(Collected data entries)
--------
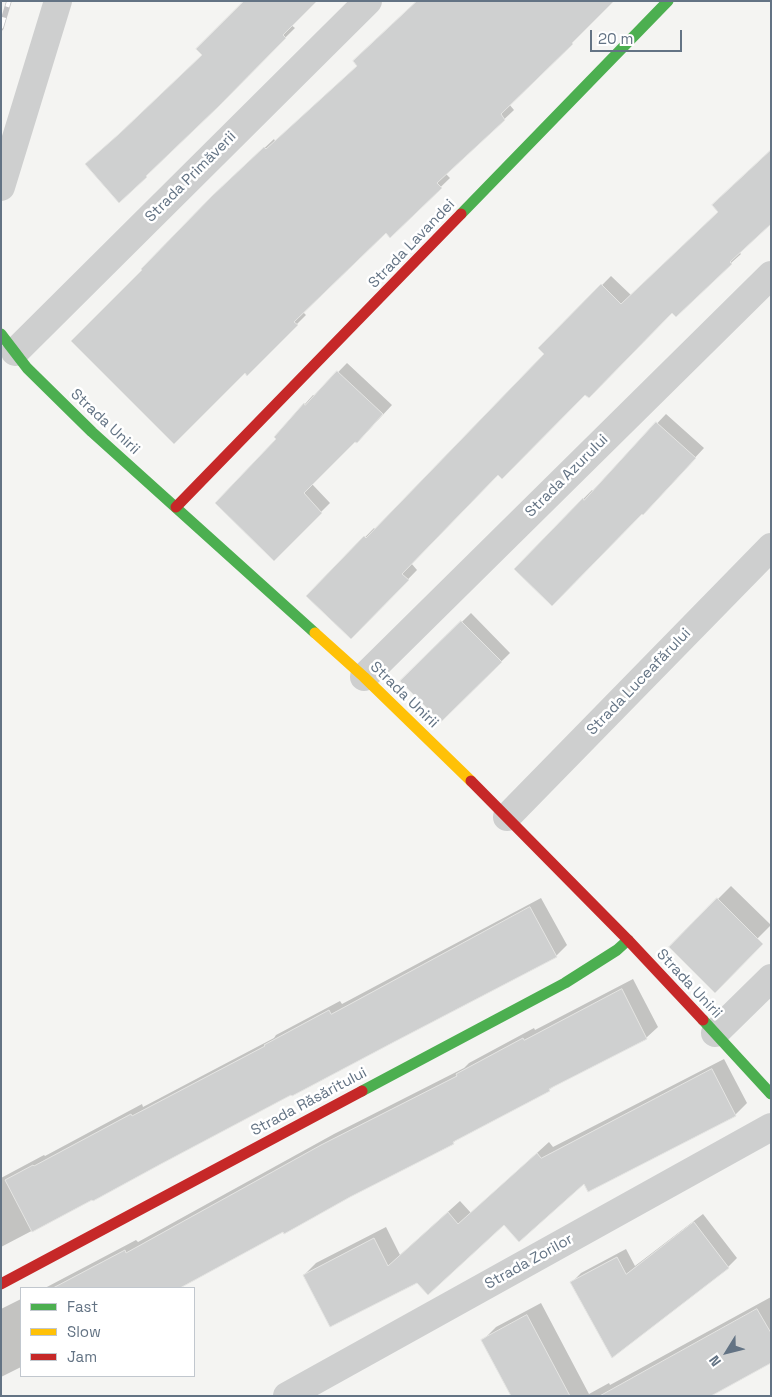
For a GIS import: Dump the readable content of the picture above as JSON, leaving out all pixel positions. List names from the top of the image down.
{
  "streets": {
    "street": [
      "Strada Primăverii",
      "Strada Lavandei",
      "Strada Unirii",
      "Strada Azurului",
      "Strada Luceafǎrului",
      "Strada Răsăritului",
      "Strada Zorilor"
    ]
  },
  "crossings": [
    ["Strada Primăverii", "Strada Unirii"],
    ["Strada Lavandei", "Strada Unirii"],
    ["Strada Unirii", "Strada Azurului"],
    ["Strada Unirii", "Strada Luceafǎrului"],
    ["Strada Unirii", "Strada Răsăritului"]
  ],
  "legend": ["Fast", "Slow", "Jam"],
  "scale_bar": "20 m",
  "north": "bottom left"
}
--------
WHAT TO DO ▸ Copy out all the data above exactly, pictures excluded.

EXERCISE RESPONSE ▸
For a GIS import: Dump the readable content of the picture above as JSON, leaving out all pixel positions. List names from the top of the image down.
{
  "streets": {
    "street": [
      "Strada Primăverii",
      "Strada Lavandei",
      "Strada Unirii",
      "Strada Azurului",
      "Strada Luceafǎrului",
      "Strada Răsăritului",
      "Strada Zorilor"
    ]
  },
  "crossings": [
    ["Strada Primăverii", "Strada Unirii"],
    ["Strada Lavandei", "Strada Unirii"],
    ["Strada Unirii", "Strada Azurului"],
    ["Strada Unirii", "Strada Luceafǎrului"],
    ["Strada Unirii", "Strada Răsăritului"]
  ],
  "legend": ["Fast", "Slow", "Jam"],
  "scale_bar": "20 m",
  "north": "bottom left"
}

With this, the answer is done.